WORK INSTRUCTIONS: The records below are to be quoted in full; please keep every word exact.

Stored data entries:
--- START ---

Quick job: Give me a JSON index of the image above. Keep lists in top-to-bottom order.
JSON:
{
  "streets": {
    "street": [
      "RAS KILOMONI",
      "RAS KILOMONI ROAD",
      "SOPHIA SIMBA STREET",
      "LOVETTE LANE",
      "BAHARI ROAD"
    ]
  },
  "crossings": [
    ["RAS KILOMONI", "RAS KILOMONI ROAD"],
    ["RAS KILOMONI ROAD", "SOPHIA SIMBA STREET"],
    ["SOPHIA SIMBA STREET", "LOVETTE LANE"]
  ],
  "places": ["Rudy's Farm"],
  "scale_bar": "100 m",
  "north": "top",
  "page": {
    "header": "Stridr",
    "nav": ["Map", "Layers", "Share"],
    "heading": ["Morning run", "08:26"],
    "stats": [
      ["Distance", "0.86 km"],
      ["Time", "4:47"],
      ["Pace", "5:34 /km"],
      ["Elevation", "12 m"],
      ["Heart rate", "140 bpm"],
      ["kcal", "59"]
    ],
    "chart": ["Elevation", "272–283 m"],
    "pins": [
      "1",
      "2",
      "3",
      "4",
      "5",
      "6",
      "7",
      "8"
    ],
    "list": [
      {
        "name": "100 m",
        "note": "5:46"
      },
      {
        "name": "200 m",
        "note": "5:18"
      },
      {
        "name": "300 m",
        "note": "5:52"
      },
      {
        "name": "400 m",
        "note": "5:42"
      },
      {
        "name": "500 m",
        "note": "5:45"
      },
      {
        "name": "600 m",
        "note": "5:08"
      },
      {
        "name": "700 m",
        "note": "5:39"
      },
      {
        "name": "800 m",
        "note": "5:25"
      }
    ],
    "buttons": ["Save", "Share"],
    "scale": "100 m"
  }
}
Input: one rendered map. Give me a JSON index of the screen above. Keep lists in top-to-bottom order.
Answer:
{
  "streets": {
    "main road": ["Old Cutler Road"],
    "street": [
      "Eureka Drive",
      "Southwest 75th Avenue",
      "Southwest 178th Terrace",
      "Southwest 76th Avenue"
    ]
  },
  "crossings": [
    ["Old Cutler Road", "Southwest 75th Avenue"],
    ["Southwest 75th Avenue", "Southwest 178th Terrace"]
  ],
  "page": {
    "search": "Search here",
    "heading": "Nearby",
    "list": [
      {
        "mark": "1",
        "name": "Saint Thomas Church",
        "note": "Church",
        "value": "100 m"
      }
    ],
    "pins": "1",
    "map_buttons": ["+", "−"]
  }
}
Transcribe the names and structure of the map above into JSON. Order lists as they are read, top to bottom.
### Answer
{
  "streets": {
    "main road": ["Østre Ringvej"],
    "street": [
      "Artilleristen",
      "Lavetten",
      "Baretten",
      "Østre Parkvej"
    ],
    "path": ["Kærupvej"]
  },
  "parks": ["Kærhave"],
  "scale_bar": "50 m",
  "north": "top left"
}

--- END ---

EXERCISE OUTPUT:
Quick job: Give me a JSON index of the image above. Keep lists in top-to-bottom order.
JSON:
{
  "streets": {
    "street": [
      "RAS KILOMONI",
      "RAS KILOMONI ROAD",
      "SOPHIA SIMBA STREET",
      "LOVETTE LANE",
      "BAHARI ROAD"
    ]
  },
  "crossings": [
    ["RAS KILOMONI", "RAS KILOMONI ROAD"],
    ["RAS KILOMONI ROAD", "SOPHIA SIMBA STREET"],
    ["SOPHIA SIMBA STREET", "LOVETTE LANE"]
  ],
  "places": ["Rudy's Farm"],
  "scale_bar": "100 m",
  "north": "top",
  "page": {
    "header": "Stridr",
    "nav": ["Map", "Layers", "Share"],
    "heading": ["Morning run", "08:26"],
    "stats": [
      ["Distance", "0.86 km"],
      ["Time", "4:47"],
      ["Pace", "5:34 /km"],
      ["Elevation", "12 m"],
      ["Heart rate", "140 bpm"],
      ["kcal", "59"]
    ],
    "chart": ["Elevation", "272–283 m"],
    "pins": [
      "1",
      "2",
      "3",
      "4",
      "5",
      "6",
      "7",
      "8"
    ],
    "list": [
      {
        "name": "100 m",
        "note": "5:46"
      },
      {
        "name": "200 m",
        "note": "5:18"
      },
      {
        "name": "300 m",
        "note": "5:52"
      },
      {
        "name": "400 m",
        "note": "5:42"
      },
      {
        "name": "500 m",
        "note": "5:45"
      },
      {
        "name": "600 m",
        "note": "5:08"
      },
      {
        "name": "700 m",
        "note": "5:39"
      },
      {
        "name": "800 m",
        "note": "5:25"
      }
    ],
    "buttons": ["Save", "Share"],
    "scale": "100 m"
  }
}
Input: one rendered map. Give me a JSON index of the screen above. Keep lists in top-to-bottom order.
Answer:
{
  "streets": {
    "main road": ["Old Cutler Road"],
    "street": [
      "Eureka Drive",
      "Southwest 75th Avenue",
      "Southwest 178th Terrace",
      "Southwest 76th Avenue"
    ]
  },
  "crossings": [
    ["Old Cutler Road", "Southwest 75th Avenue"],
    ["Southwest 75th Avenue", "Southwest 178th Terrace"]
  ],
  "page": {
    "search": "Search here",
    "heading": "Nearby",
    "list": [
      {
        "mark": "1",
        "name": "Saint Thomas Church",
        "note": "Church",
        "value": "100 m"
      }
    ],
    "pins": "1",
    "map_buttons": ["+", "−"]
  }
}
Transcribe the names and structure of the map above into JSON. Order lists as they are read, top to bottom.
### Answer
{
  "streets": {
    "main road": ["Østre Ringvej"],
    "street": [
      "Artilleristen",
      "Lavetten",
      "Baretten",
      "Østre Parkvej"
    ],
    "path": ["Kærupvej"]
  },
  "parks": ["Kærhave"],
  "scale_bar": "50 m",
  "north": "top left"
}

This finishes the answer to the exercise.